To what, then, was the limb-light due? At first sight, it would seem as if the Moon might help us; for the Moon's rim is similarly ringed by a lune of light. In her case the effect has been attributed to mountain slopes holding the Sun's light at angles beyond the possibility of plains. But Mars has few mountains worthy the name. His terminator--that is, the part of the disk which is just passing in or out of sunlight, and discloses mountains by the way in which they catch the coming light before the plains at their feet are illuminated--shows irregularities quite inferior to the lunar ones, proving that his elevations and depressions are relatively insignificant.

    Not due, then, to either mountains or mist, there is something we know that would produce the effect we see,--dust or water particles in the Martian air; that is, just as the Earth's atmosphere is somewhat of a veil, so is the Martian one, and this veiling effect, though practically imperceptible in the centre of the disk, becomes noticeable as we pass from the centre to the edge, owing to the greater thickness of the stratum through which we look. At thirty degrees from the edge, our line of sight pierces twice as much of it as when we look plumb down upon the centre of the disk and more yet as we approach the edge itself; in consequence, what would be diaphanous at the centre might well seem opaque toward the limb. The effect we are familiar with on Earth in the haze that always borders the horizon,--a haze most noticeable in places where there is dust, or ice, or water in the air. Here, then, we have a hint of the state of things on Mars. Ice particles both are probable and would give the brilliancy required.

    This first hint receives independent support from another Martian phenomenon. Contrary to what the distance of the planet from the Sun and the thinness of its atmospheric envelope would lead us to expect, the climate of Mars appears to be astonishingly mild. Whereas calculation from distance and atmospheric density would put its average temperature below freezing, thus relegating it to perpetual ice, the planet's surface features imply that the temperature is relatively high. Observation gives every evidence that the mean temperature must actually be above that of the Earth; for not only is there practically no sign of snow or ice outside the frigid zone at any time, but the polar snow-caps melt to a minimum quite beyond that of our own, affording rare chance for quixotic polar expeditions. Such pleasing amelioration of the climate must be accounted for, and aqueous vapor seems the most likely thing to do it; for aqueous vapor is quite specific as a planetary comforter, being the very best of blankets. It acts, indeed, like the glass of a conservatory, letting the light-rays in and opposing the passage of the heat-rays out.

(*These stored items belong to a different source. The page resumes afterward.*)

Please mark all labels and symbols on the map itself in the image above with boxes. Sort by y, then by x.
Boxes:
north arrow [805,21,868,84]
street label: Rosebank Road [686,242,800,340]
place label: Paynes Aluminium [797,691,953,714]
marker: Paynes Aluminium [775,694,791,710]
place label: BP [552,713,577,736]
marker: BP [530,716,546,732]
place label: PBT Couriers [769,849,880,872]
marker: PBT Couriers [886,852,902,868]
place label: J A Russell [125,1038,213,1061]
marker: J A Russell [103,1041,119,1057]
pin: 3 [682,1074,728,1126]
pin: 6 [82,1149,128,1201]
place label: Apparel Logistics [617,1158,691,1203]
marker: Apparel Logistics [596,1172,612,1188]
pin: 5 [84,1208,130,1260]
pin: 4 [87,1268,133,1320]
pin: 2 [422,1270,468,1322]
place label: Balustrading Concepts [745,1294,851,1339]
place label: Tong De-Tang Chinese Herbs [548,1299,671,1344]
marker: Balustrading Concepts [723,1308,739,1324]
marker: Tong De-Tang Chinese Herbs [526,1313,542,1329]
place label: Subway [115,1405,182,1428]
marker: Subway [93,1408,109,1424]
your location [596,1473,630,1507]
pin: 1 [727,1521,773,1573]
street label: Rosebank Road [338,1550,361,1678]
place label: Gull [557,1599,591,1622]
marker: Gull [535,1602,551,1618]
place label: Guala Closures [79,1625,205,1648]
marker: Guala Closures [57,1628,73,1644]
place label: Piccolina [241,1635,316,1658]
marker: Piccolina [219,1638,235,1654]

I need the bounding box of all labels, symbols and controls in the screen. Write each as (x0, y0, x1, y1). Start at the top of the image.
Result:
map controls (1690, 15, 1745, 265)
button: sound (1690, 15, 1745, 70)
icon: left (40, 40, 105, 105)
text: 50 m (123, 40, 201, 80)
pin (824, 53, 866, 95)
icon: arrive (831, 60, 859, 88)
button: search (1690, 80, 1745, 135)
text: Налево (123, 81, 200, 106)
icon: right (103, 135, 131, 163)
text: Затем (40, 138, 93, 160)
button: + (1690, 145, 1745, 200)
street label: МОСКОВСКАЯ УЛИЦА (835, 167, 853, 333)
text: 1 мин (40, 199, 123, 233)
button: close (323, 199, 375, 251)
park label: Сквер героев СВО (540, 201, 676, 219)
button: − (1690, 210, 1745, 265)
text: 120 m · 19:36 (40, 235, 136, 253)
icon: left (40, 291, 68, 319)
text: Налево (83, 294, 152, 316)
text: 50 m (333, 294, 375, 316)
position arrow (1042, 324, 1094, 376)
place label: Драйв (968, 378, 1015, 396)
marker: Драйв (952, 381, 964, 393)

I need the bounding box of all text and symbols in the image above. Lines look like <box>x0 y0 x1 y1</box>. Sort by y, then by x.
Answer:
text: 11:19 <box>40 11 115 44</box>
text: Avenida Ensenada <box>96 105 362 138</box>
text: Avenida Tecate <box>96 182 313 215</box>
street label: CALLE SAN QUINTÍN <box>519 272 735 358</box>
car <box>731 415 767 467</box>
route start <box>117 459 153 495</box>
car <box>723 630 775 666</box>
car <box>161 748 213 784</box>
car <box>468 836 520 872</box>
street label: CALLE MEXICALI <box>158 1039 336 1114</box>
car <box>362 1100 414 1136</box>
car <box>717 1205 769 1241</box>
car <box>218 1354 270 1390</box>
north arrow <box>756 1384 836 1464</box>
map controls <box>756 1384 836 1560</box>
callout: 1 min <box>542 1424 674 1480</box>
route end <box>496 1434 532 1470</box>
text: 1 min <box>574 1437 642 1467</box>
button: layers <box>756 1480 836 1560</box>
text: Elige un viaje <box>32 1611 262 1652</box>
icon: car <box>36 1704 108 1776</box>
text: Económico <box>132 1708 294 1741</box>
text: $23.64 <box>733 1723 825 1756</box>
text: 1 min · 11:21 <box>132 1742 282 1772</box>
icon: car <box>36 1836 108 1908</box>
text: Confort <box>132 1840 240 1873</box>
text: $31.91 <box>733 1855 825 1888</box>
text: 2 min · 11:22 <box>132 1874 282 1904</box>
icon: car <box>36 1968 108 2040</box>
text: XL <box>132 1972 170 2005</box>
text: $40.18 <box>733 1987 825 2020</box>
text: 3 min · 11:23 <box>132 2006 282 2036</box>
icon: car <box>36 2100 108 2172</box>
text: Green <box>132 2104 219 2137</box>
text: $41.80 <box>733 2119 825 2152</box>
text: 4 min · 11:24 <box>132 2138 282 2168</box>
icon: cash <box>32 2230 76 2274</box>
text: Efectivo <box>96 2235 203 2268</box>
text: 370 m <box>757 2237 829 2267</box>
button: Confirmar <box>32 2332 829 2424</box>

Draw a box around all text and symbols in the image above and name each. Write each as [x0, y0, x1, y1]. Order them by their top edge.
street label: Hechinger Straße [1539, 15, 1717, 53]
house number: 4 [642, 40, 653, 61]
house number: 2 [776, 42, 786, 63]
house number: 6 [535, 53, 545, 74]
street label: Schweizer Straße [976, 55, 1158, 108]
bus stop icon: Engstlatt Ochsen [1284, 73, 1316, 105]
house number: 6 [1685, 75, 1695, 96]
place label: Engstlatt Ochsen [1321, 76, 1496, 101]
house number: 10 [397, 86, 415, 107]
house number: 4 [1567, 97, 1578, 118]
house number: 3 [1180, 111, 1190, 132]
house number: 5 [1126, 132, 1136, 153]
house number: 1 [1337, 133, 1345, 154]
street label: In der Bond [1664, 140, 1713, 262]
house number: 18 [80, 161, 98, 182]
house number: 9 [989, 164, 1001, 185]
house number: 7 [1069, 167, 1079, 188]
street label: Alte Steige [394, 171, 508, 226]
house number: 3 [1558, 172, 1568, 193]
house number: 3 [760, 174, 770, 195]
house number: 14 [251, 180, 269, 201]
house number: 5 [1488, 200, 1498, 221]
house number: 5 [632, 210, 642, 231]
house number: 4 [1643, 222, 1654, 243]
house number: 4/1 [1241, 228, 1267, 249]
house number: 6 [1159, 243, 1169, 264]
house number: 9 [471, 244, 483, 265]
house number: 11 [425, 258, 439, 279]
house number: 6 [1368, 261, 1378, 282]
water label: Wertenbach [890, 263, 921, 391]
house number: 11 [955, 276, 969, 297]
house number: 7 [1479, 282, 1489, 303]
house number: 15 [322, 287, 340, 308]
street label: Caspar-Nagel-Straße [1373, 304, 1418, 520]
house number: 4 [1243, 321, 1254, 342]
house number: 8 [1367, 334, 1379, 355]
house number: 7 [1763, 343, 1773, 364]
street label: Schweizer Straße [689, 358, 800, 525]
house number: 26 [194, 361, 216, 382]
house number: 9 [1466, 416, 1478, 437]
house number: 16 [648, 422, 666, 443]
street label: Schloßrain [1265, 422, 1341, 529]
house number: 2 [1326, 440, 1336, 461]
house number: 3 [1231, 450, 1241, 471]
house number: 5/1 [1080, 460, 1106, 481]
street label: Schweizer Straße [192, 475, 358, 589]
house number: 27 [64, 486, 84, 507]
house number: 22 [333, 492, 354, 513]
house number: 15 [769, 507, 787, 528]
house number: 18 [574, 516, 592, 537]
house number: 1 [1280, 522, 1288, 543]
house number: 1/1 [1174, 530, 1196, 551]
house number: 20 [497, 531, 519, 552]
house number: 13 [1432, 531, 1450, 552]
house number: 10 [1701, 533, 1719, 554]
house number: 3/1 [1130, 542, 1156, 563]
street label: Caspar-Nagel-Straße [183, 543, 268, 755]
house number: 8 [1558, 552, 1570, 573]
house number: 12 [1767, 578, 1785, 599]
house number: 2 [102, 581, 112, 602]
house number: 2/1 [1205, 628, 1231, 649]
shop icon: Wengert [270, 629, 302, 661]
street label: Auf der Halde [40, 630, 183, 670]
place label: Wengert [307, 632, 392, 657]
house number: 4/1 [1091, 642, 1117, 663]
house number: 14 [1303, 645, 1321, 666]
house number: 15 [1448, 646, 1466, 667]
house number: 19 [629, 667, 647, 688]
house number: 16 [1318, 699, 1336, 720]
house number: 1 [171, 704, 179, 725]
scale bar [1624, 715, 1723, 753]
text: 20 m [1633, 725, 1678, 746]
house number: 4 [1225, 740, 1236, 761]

    The state of things thus disclosed by observation, the cloudlessness and the rim of limb-light, turns out to agree in a most happy manner with what probability would lead us to expect; for the most natural supposition to make a priori about the Martian atmosphere is the following: When each planet was produced by fission from the parent nebula, we may suppose that it took with it as its birthright its proportion of chemical constituents; that is, that its amount of oxygen, nitrogen and so forth was proportional to its mass. Doubtless its place in the primal nebula would to a certain extent modify the ratio, just as the size of the planet would to a certain extent modify the relative amount of these elements that would thereupon enter into combination. Supposing, however, that the ratio of the free gases to the other elements remained substantially the same, we should have in the case of any two planets the same relative quantity of atmosphere. But the size of the planet would entirely alter the distribution of this air.

    Three causes would all combine to rob the smaller planet of efficient covering, on the general principle that he that hath little shall have less.

    In the first place, the smaller the planet the greater would be its volume in proportion to its mass, because the materials of which it was composed, being subjected to less pressure owing to a lesser pull, would not be crowded so closely together. This is one reason why Mars should have a thinner atmosphere than our Earth.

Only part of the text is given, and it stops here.